Afa sees the intent to demolish the site as unnecessary. “There’s not even one place that’s empty in the 46 homes here. They’re all tenanted. They’re all maintained. A lot of people do the upkeep on their own.”

Neighbours have spent “thousands” maintaining their homes out their own pockets, installing basic comforts such as air conditioning and investing in properties they don’t even own, Afa recounted. One neighbour put in a water purification system “because the water comes from old pipes from the [nearby] railway yard, and it tastes horrible and metallic. Nobody drinks it. We all drink bottled water or purified water.”
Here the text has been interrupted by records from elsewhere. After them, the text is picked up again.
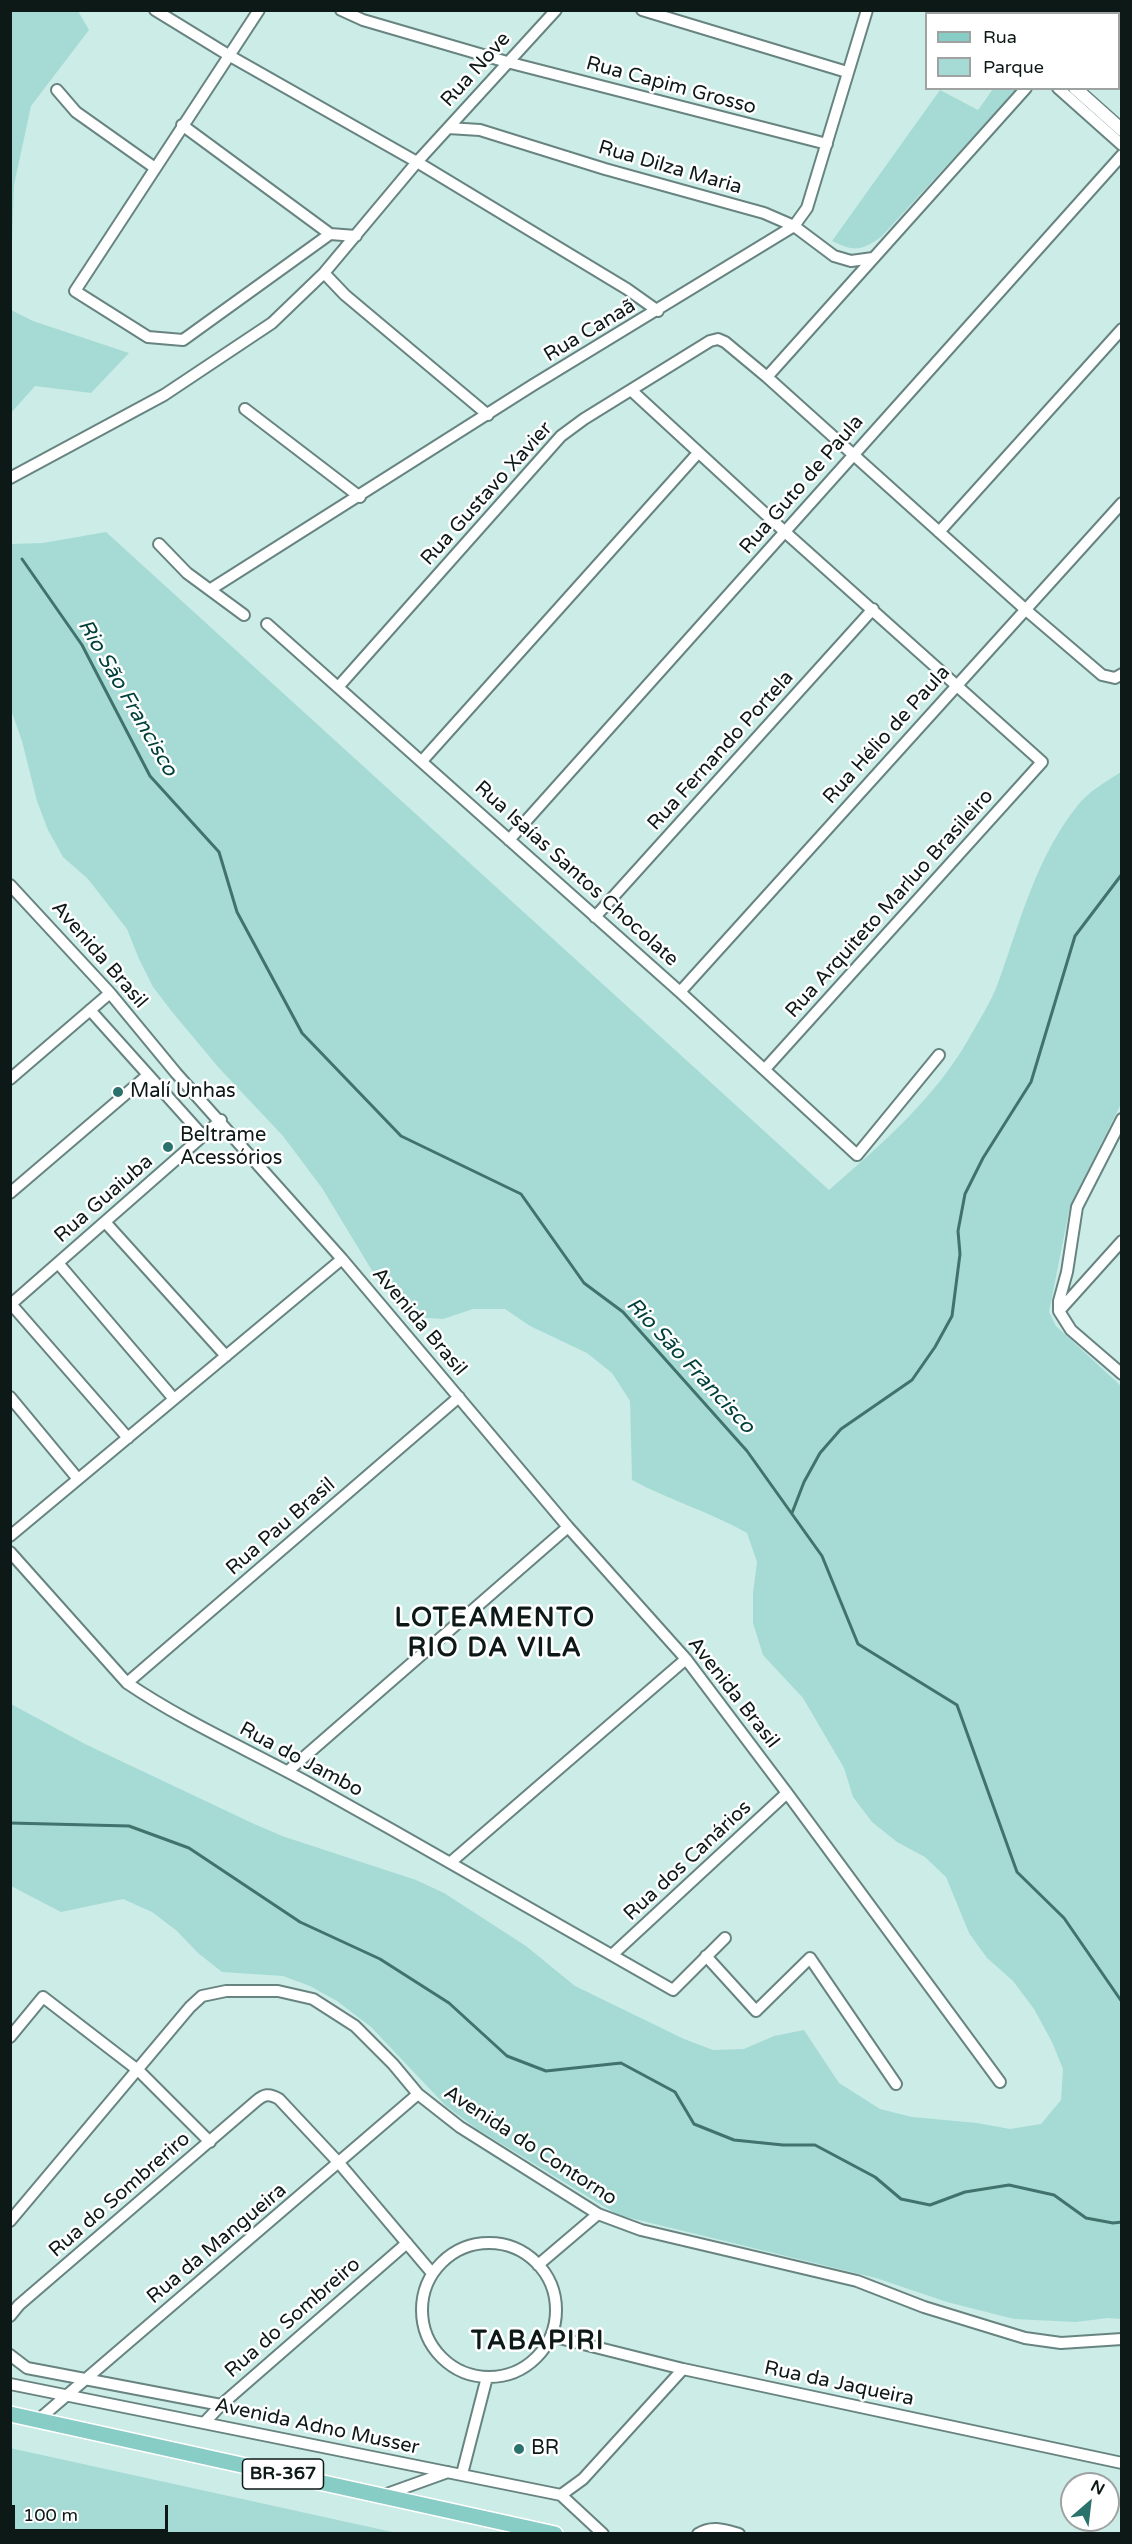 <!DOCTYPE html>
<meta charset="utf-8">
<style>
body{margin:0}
#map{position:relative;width:1132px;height:2544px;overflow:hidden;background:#ccece7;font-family:"Varela Round",sans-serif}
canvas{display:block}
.frame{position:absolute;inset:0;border:12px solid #0d1917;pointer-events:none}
.legend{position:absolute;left:925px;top:12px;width:195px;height:78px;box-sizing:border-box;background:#fff;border:2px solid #9ea3a2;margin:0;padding:8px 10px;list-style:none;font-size:18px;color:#0d1917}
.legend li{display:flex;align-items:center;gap:12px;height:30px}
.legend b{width:30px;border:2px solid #9ea3a2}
.north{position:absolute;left:1060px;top:2472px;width:60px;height:60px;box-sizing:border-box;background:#fff;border:2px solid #9ea3a2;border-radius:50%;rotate:28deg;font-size:16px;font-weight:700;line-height:24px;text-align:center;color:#0d1917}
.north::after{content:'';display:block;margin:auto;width:21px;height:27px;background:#2a736c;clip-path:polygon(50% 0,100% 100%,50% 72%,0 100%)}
.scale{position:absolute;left:12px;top:2505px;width:156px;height:27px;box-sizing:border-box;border:3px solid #0d1917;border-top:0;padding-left:8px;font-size:18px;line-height:21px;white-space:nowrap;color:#0d1917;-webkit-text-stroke:4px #fff;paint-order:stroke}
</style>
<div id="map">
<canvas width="1132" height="2544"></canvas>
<div class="frame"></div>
<ul class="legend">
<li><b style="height:8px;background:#88ccc6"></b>Rua</li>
<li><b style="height:16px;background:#a6dbd5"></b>Parque</li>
</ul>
<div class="north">N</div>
<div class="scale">100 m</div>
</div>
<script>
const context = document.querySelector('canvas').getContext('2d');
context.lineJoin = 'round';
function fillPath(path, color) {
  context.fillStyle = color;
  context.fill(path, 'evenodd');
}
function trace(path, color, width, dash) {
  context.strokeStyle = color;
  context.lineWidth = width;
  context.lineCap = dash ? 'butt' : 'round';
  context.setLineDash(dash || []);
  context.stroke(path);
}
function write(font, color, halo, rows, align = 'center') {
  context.font = font + ' "Varela Round",sans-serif';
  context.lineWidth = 5;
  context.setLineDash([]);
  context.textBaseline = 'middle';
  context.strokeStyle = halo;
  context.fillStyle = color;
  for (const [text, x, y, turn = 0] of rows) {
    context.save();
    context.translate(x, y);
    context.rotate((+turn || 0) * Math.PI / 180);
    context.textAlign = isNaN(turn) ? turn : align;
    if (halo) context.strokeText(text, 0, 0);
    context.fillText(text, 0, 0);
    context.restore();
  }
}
fillPath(new Path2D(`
 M11,10L78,11L89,30L31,106L14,185L11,272Z
 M993,89H1017L881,237C861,251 855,252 832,241L940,90L978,110Z
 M11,310L33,321L129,353L91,393L35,386L11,413Z
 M106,532L829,1190C880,1146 934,1099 968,1040C978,1022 991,1002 998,983C1020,922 1036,857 1078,805C1089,791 1107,781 1121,772V1104L1070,1206L1049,1312L1056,1326L1121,1386V2319L1108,2318L1076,2322L1014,2319L947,2302L876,2278L618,2215L477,2129L446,2106L371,2027L337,2001L310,1986L283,1976L222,1972L198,1953L177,1931L152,1912L123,1899L61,1912L11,1886V1704L85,1744L252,1823L282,1836L416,1880L444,1893L526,1946L575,1986L684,2039L713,2050L744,2049L774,2036L804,2030L839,2083L880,2109L912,2117L977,2123L1010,2129L1041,2124L1061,2100L1063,2069L1052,2042L1034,2009L1013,1981L987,1958L969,1933L946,1877L925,1857L897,1842L872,1822L853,1797L844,1768L803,1698L763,1655L753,1623V1593L757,1562L747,1533C710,1512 669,1500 632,1480L630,1401L612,1373L587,1353L530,1326L505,1309H473L443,1319L414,1317L371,1269L322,1188L283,1136L219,1068L173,1013L153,987L139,959L127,929L88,879L63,857L48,830L37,801L22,741L11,710V544L43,543Z
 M10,2448L397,2533H11Z`), '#a6dbd5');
trace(new Path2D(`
 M22,559L82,645L150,776L219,852L237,912L302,1033L401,1136L521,1194L584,1283L623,1312L747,1451L822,1556L858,1644L957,1705L1017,1872L1064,1918L1122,2002
 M792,1513L804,1482L820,1453L841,1429L912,1380L935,1347L952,1316L960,1254L958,1231L965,1194L983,1158L1031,1082L1075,936L1122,874
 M10,1823L129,1826L189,1848L300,1922L380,1959L449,2003L507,2056L546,2071L621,2063L675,2092L694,2124L734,2140L783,2145H815L875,2177L901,2199L930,2205L965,2192L1009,2185L1054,2195L1086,2218L1113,2223L1122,2222`), '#41726c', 3);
const minor = new Path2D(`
 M155,10L230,56L417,162L627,289L658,311
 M259,10L75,291L148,337L183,340L330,234L356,236
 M341,10L363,20L507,62L827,144
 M642,10L847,72
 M1058,88L1122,145
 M57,90L76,112L155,168
 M182,125L330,234
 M448,128L480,130L605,169L764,213L794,226L834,256L851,261L873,258
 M324,273L345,295L488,415
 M767,377L1026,88
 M632,391L785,532L1042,762L765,1069
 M245,409L360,497
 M10,478L164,395L272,323L324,273L417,162L556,10
 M939,532L1122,329
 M159,544L187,573L244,615
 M211,589L533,385L794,226L807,208L867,10
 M267,624L680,992L857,1155L939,1055
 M339,686L561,436L584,419L710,341L718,339L725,342L767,377L1026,610L1102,675L1115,678L1122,674
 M422,761L698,453
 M509,840L1122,155
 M10,885L110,993L176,1073L342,1259L568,1527L686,1659L787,1793L1000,2082
 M595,917L873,609
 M680,992L1122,503
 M90,1010L203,1136
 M10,1079L110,993
 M10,1193L148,1075
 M105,1222L226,1356
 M58,1263L174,1399
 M11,1304L128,1438
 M10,1305L221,1120
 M1059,1311V1301L1067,1272L1077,1207L1122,1119
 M1059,1311L1122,1241
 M1059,1311L1071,1330L1122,1374
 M10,1397L78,1479
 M10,1536L342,1259
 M10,1552L127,1683C186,1723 251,1751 314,1786C434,1853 553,1921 673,1990L725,1938
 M127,1683L459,1397
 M288,1771L568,1527
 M451,1862L686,1659
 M612,1955L787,1793
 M706,1956L756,2011L810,1958L896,2084
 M10,2037L43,1997L139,2071L210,2142
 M10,2221L190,2007L202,1996L226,1991H278L313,1999L355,2026L393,2064L418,2094L460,2127L598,2214L641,2230L857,2281L924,2307L1025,2338L1061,2343L1122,2339
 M422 2310a67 67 0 1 1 134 0a67 67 0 1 1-134 0Z
 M538,2265L598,2214
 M10,2316L19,2305L255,2102C264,2094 269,2093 279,2099L339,2163L432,2273
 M551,2336L683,2369L1122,2463
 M10,2355L27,2368L221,2405
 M10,2384L561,2495L603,2534
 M38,2420L418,2094
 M205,2422L221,2405L407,2243
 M462,2474L487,2377
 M384,2495L448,2472
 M561,2495L583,2479L683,2369
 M698,2534C712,2525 725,2530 739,2534`);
const tertiary = new Path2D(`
 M1019,14V10
 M1075,88L1122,130`);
const primary = new Path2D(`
 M10,2414L555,2534`);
trace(minor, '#688481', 14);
trace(tertiary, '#688481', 15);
trace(primary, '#fff', 18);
trace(minor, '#fff', 10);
trace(tertiary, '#fff', 12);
trace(primary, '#88ccc6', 15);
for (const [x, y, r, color] of [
 [118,1092,6,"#2a736c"],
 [168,1147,6,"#2a736c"],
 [519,2449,6,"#2a736c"]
]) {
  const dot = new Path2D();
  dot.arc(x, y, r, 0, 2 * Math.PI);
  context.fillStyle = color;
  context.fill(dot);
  trace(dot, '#fff', 2);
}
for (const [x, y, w] of [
 [283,2474,81]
]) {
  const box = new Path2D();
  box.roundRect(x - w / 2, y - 15, w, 30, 4.5);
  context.fillStyle = '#fff';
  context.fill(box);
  trace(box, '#0d1917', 1.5);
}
write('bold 18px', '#0d1917', null, [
 ["BR-367",283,2474]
]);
write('20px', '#0d1917', '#fff', [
 ["Rua Nove",476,70,-48],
 ["Rua Capim Grosso",671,86,15],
 ["Rua Dilza Maria",670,168,16],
 ["Rua Canaã",590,331,-31],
 ["Rua Guto de Paula",802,485,-49],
 ["Rua Gustavo Xavier",487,494,-48],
 ["Rua Hélio de Paula",887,735,-48],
 ["Rua Fernando Portela",721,751,-48],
 ["Rua Isaías Santos Chocolate",576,874,42],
 ["Rua Arquiteto Marluo Brasileiro",890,904,-48],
 ["Avenida Brasil",99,955,49],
 ["Rua Guaiuba",104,1199,-41],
 ["Avenida Brasil",419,1322,50],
 ["Rua Pau Brasil",281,1527,-41],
 ["Avenida Brasil",733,1693,52],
 ["Rua do Jambo",301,1760,28],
 ["Rua dos Canários",688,1861,-43],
 ["Avenida do Contorno",530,2146,33],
 ["Rua do Sombreriro",120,2195,-41],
 ["Rua da Mangueira",217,2244,-40],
 ["Rua do Sombreiro",293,2318,-41],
 ["Rua da Jaqueira",839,2384,12],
 ["Avenida Adno Musser",317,2427,12]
]);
write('20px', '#0d1917', '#fff', [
 ["Malí Unhas",130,1092],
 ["Beltrame",180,1136],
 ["Acessórios",180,1159],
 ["BR",531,2449]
], 'left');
write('italic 21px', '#00403b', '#fff', [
 ["Rio São Francisco",127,698,60],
 ["Rio São Francisco",690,1366,47]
]);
context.letterSpacing = '1.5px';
write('bold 26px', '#0d1917', '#fff', [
 ["LOTEAMENTO",495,1619],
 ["RIO DA VILA",495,1649],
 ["TABAPIRI",538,2342]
]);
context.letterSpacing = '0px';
</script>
In Afa’s eyes, this DIY spirit has made the estate “a perfect little oasis”. Rezoning the area to enable higher-density tower blocks will destroy the tight-knit community that has formed at Explorer Street – a community Afa labelled “my family”.

Community support is widespread

Although the atmosphere at the REDwatch meeting was largely polite, in Chuter’s words, “the bureaucrats there were left with no illusions that the community is strongly opposed to any demolitions.”

There are no signs that grassroots community support will disappear with all parties consulted in the writing of this article indicating they will continue the fight.

Jenny Leong MP said, “public housing tenants, and our inner city community, have been taking to the streets, hosting BBQs, and getting organised to engage those impacted – and together we are sending a clear message that evictions, demolitions and sell-offs are not the solution.”

Last month, City of Sydney Deputy Mayor Sylvie Ellsmore, a Greens Councillor, commended the “strong response” of supporters to the public housing occupation at 82 Wentworth Park Road, Glebe.

“I don’t know if that would have happened five or ten years ago. But community attitudes to public housing have shifted,” she told City Hub back then.

It’s an astute observation in light of the diversity of supporters present at the REDwatch meeting last week. But it remains to be seen if renewed interest in defending public housing and solidarity will save Explorer Street.